- 3 tablespoons olive oil
- 1 onion, chopped
- 1 tablespoon minced garlic
- 2 (or more) canned chiles, minced, with some of their adobo sauce
- 1 tablespoon chopped fresh oregano, or 1 teaspoon dried [I used Mexican oregano since I have it and this is a Mexican dish]
- 3/4 cup quinoa, rinsed and drained
- Salt and black pepper
- 1 cup cooked or canned black beans, drained
- 1/2 cup corn kernels (frozen are fine)
- 1 1/2 cup vegetable stock, beer, [I had an odd bottle of Sam Adams lying around.] or water
- Lime wedges [eh]
- 8 ounces peeled shrimp, chopped
Mise en place.
Cook onion and garlic over medium heat until onion is soft.
Add chipotles and adobo and continue cooking for 1 minute.
I interpreted 2 or more as potentially double. I found five chiles in the can and added all of them. Held back on the adobo until the final seasoning, but I'm pretty sure I used most of it.

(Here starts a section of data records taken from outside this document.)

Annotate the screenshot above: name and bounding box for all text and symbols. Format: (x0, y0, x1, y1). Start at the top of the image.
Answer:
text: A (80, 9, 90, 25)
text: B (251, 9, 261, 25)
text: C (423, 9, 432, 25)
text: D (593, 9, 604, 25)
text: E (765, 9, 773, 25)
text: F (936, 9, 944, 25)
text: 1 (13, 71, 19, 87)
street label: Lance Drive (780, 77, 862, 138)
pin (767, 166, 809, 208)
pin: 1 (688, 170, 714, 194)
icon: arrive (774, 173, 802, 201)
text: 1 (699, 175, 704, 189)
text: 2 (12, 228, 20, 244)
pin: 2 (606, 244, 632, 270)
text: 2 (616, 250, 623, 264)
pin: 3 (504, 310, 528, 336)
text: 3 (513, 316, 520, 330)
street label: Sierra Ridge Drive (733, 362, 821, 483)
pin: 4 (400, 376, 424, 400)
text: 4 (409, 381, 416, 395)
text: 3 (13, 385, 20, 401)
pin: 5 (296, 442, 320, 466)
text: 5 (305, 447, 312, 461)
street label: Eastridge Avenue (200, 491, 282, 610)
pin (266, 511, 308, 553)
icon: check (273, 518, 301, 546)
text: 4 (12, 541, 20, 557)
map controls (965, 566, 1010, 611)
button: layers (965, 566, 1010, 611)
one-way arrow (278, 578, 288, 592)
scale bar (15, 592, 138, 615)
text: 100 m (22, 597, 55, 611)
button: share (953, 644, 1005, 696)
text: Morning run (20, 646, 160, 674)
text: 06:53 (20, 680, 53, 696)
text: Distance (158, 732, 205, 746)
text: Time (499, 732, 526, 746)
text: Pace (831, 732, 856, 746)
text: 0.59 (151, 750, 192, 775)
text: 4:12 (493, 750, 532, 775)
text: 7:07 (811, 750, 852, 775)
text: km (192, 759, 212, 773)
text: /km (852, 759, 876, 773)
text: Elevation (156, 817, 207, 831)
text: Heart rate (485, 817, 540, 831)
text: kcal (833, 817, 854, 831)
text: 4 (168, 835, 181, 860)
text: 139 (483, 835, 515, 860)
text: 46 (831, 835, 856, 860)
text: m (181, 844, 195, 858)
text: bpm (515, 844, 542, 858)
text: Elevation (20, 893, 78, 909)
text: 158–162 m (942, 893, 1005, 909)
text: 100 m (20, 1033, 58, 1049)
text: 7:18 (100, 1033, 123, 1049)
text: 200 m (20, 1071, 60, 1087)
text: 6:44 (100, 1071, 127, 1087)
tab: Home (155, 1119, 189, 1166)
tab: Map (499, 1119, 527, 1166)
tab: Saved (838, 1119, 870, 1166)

Add quinoa, salt, and pepper. Cook, stirring frequently, for 3 to 5 minutes.
Add beans, corn, beer, and salt and pepper and bring to a boil. Stir, cover, and cook on low heat for 15 minutes.
When quinoa is almost tender, add shrimp and cover covered for an additional 5 minutes.
Quinoa is another grain I've had lying around forever, unused. There was no clear expiration date on the package, but I had told my friends I'd be trying to pass it off to that I had had it for years. I mean, there's nothing wrong with how it looks or smells so it should be fine?
A very nice dish, I tried to achieve a heat level that was quite nearly too spicy to eat, which is generally how I like spicy food. Mission accomplished.